Not just a day off
Memorial Day is much more than just a long weekend
The day is indelible in my memory when, as a Boy Scout with a snare drum strapped to one leg and sounding the cadence, I lead of a hometown parade in 1944, marching just behind an aging four-member American Legion Honor Guard.
The place was a rural ranching town in North Dakota – only five blocks wide with a Main Street nine blocks long that was filled with older Legion veterans marching to the drum beat. Behind the veterans were a few horse-drawn “floats” naming an organization (gas was rationed), a pre-war flatbed truck with a dozen beginning members of the school band and a long stream of youth carrying small American Flags, many on horseback that stretched to a staging area at the edge of town.
The military members of the community were still at war, but the streets were lined with those at home, each wearing a VFW red poppy on their attire and remembering those who were serving in harm’s way, like my older brother as a “SeaBee” in the Pacific.
The meaning of this somber day in my life was imbedded in my mind. The seriousness of my role as a Boy Scout that day gave me pride, although I was the only one in town with a snare drum. The school music teacher was off to war and the school band hadn’t learned to march.
I also remember how important that day was for everyone’s hope that the war would soon end. A memorial church service opened the day, a gathering at the cemeteries, the parade, and a full day of camaraderie among the families with plenty of food from farms and ranches to be shared at a “potluck” without the issued meat ration cards.
The day of May 30 in those days was called “Declaration Day,” declared since 1868 to remember Union and Confederate soldiers who died in the Civil War.
In my youth, families for a week planted live flowers on the graves of relatives, and often put down a tablecloth on the cemetery grass to share food with those gathered for the beautification of graves and the stories that went with it (this practice is said to be the original meaning of “potluck” from Civil War days).
Memorial Day was officially authorized as a federal holiday on the last Monday in May in 1971, ostensibly to allow government workers to participate in community events.
Nowadays, Memorial Day weekend has evolved into a holiday weekend for family gatherings, for shopping sprees, and for events often centered on TV specials.

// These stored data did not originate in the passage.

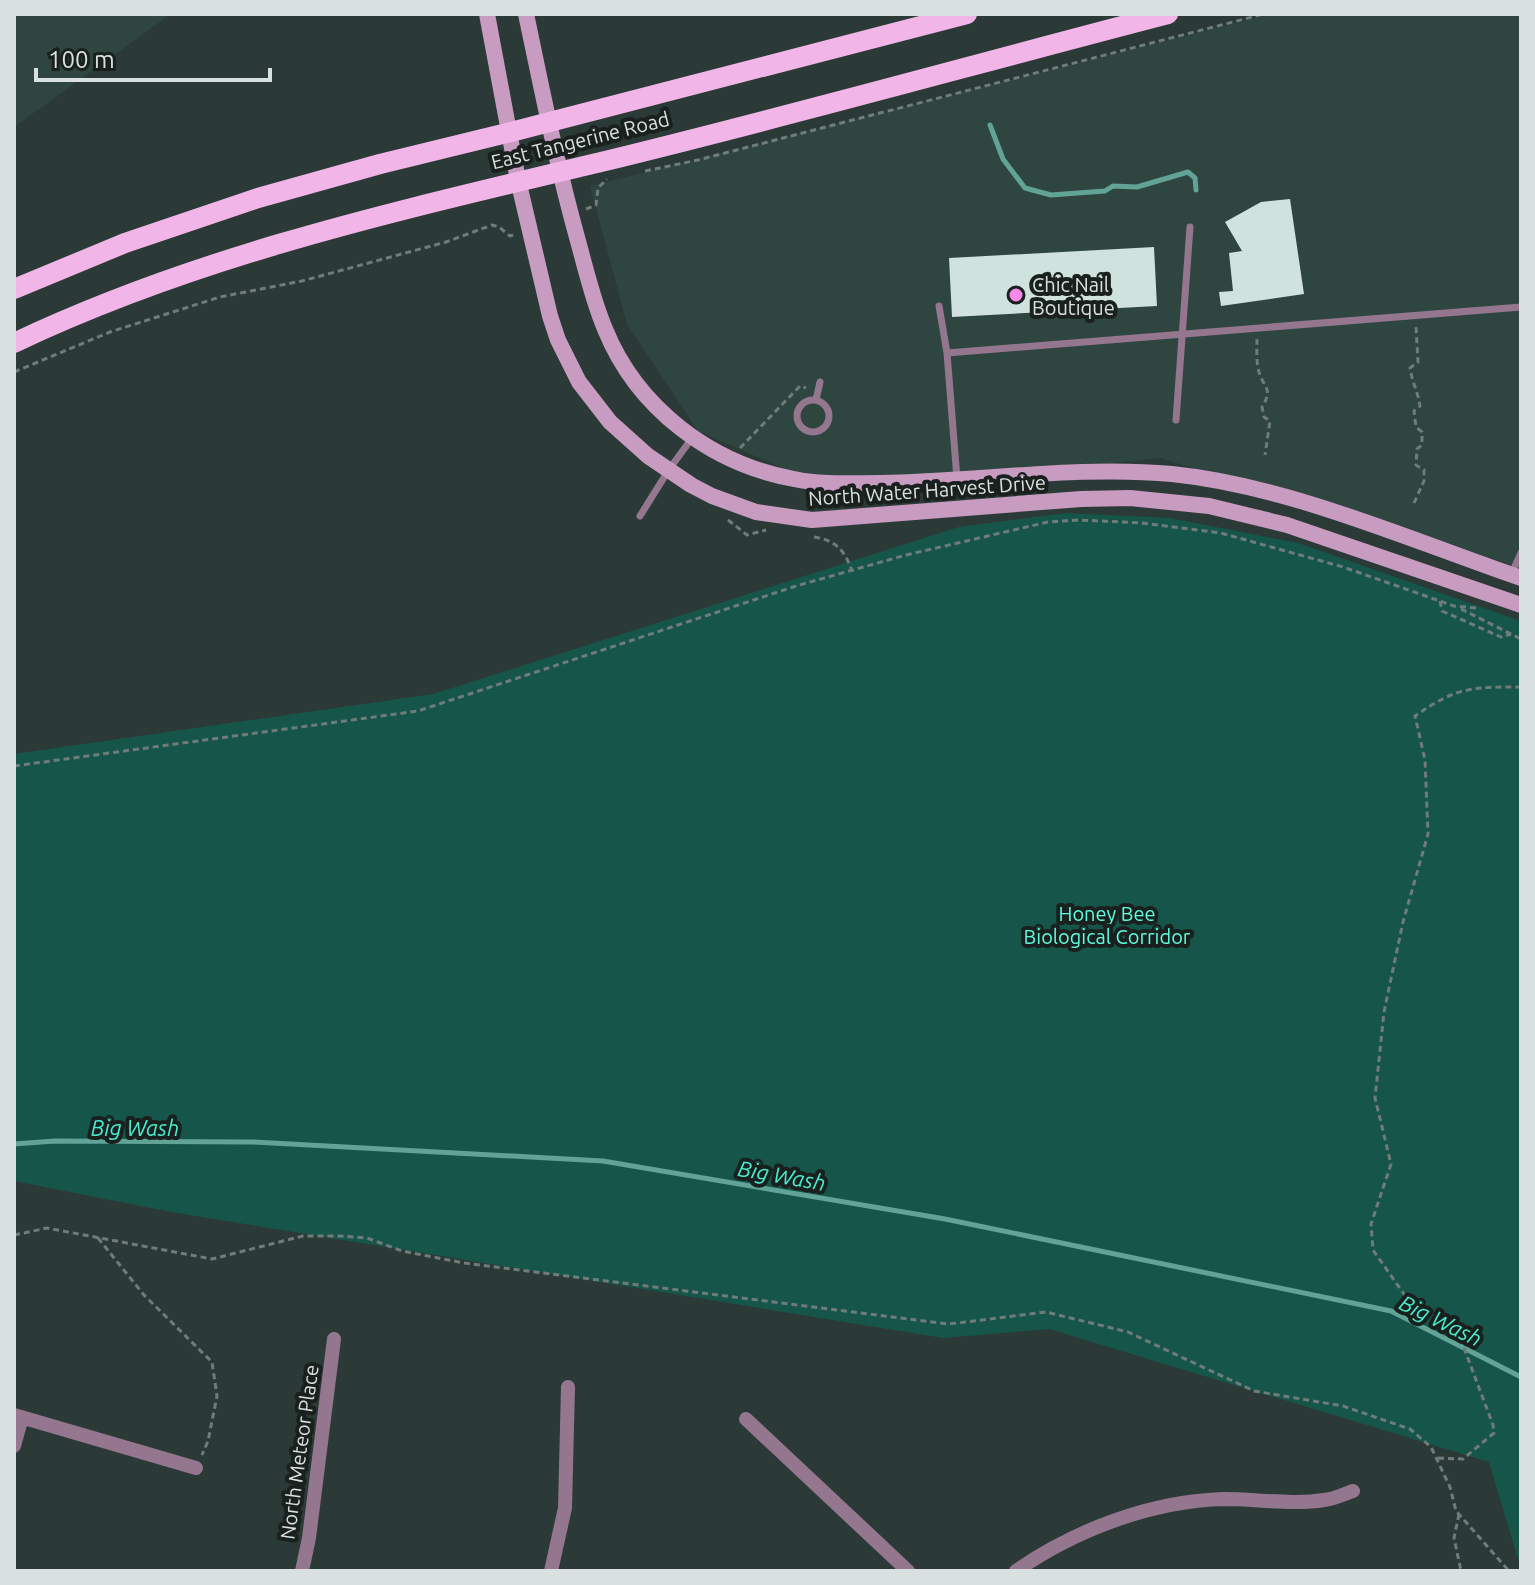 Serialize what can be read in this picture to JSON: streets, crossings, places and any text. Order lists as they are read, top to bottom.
{
  "streets": {
    "main road": ["East Tangerine Road"],
    "street": ["North Water Harvest Drive", "North Meteor Place"]
  },
  "crossings": [
    ["East Tangerine Road", "North Water Harvest Drive"]
  ],
  "water": ["Big Wash"],
  "parks": ["Honey Bee Biological Corridor"],
  "places": ["Chic Nail Boutique"],
  "scale_bar": "100 m"
} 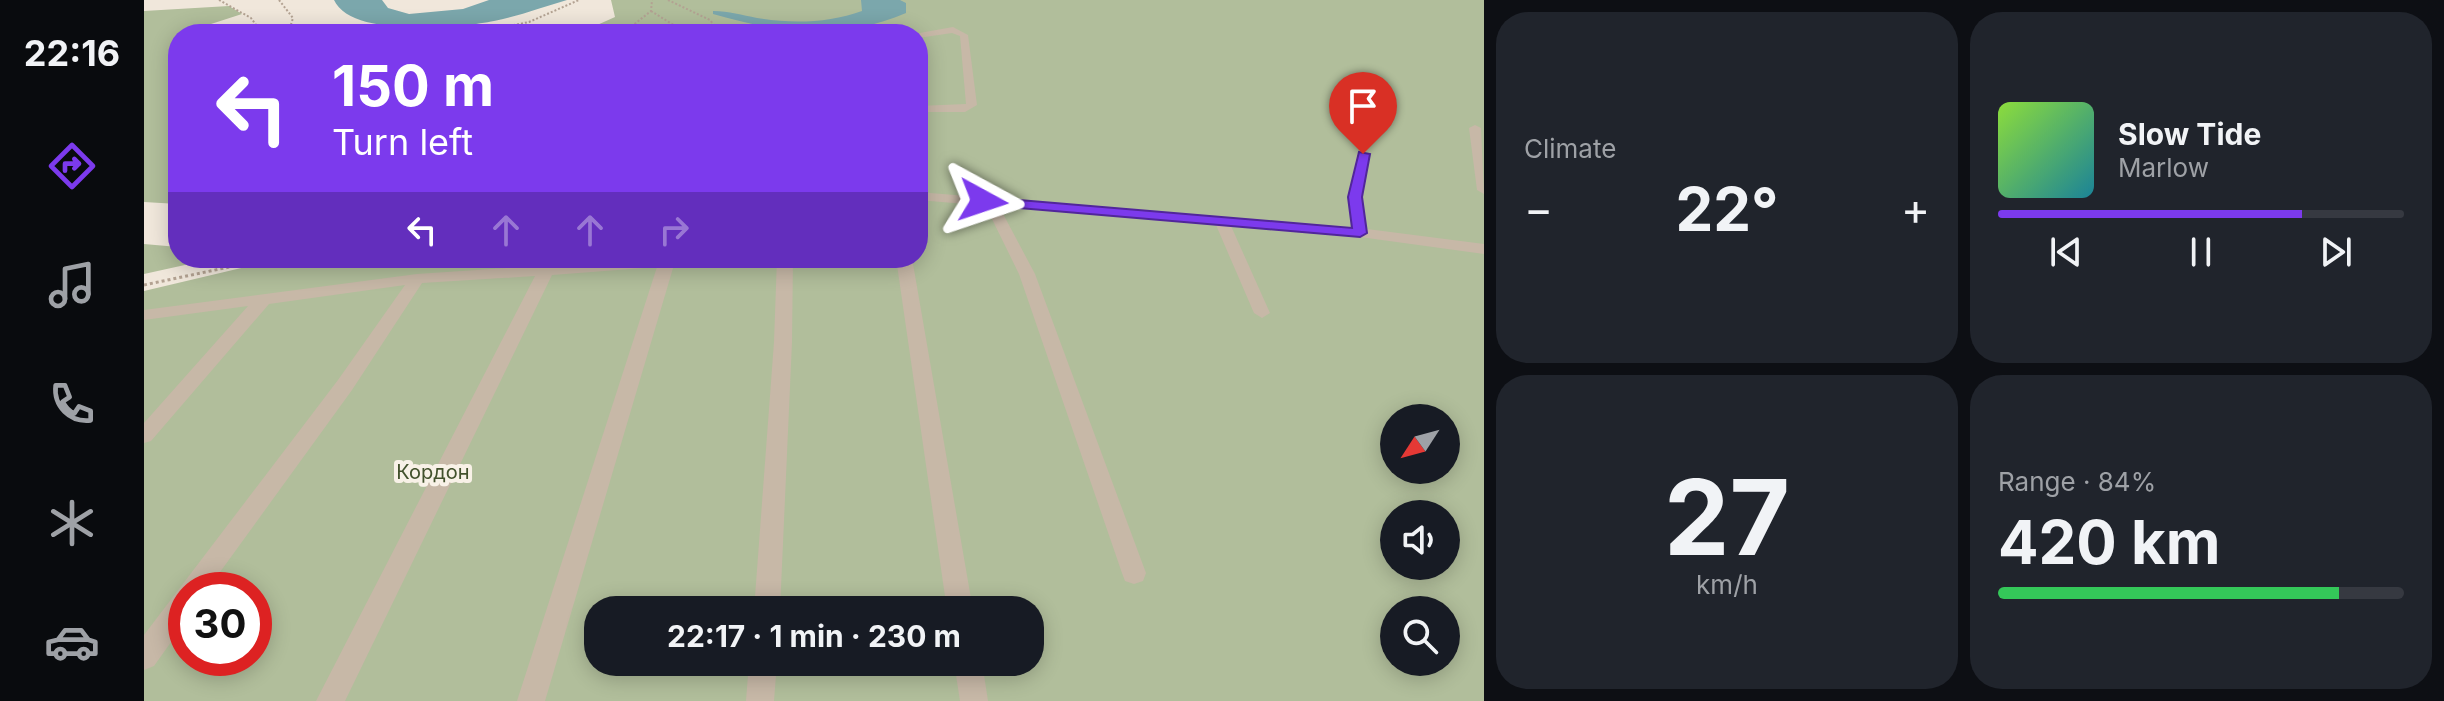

However, in many rural towns, each with its own “Memorial Park” or Memorial Building, with long-standing military service organizations, the original meaning still prevails, at least in a couple of hours of traditional activities.
Memorial Day in Northwood (p. 941) tops any program that I’ve seen over the last decade in rural N.D. In 2000, the town was considered the highest concentration per capita of Norwegian-Americans in the Nation. A dialect from Hallingdal can be heard at the Senior Center that has not been heard in Norway for over a century, without influence of change in usage.
This year, the local American Legion Post actively is preparing for their annual program by putting up 50 large, flowing American Flags on tall white poles along the town’s cemetery corridors. In addition, the Post adorns seven remote rural cemeteries in the area with small flags on every known veteran’s grave, including a single grave on an abandoned farmstead.
In June, the Post is planning a day to honor three WWII veterans – all named Wally, who grew up together and are still living in Northwood. (Meet one of the Wallys at: http://
Currently, several student service organizations at University of North Dakota (UND) are planning to support recent returnees on their job search by producing one-minute film stories of their life experience as video résumés. A proposed American Legion Post 401 is being organized on campus for the 500 + veteran-students attending classes at UND.
Communities or groups are trying new ways to bring back the meaning of Memorial Day by engaging the public through short digital films of veterans on YouTube or dedicated Websites.
For example, “Carry The Load” project by two individuals has organized a 1700-mile relay-walk from West Point in New York to Dallas, Texas during May. An American Flag is handed off every five-mile segment to volunteers who lead those that join in locally. Rallies are organized along the route, which connect with children and families about an honored person, cause, message or mission.
In N.D., a project is underway to create a “virtual parade” between Memorial Day and Veterans Day of short veteran stories from across the prairie landscape and showcase on the Web local stories that people with smart phones can view, using off-the-shelf technologies, either onsite or online.
“Showcasing” life stories of veterans in short digital films can help bring back the meaning of Memorial Day to the next generation.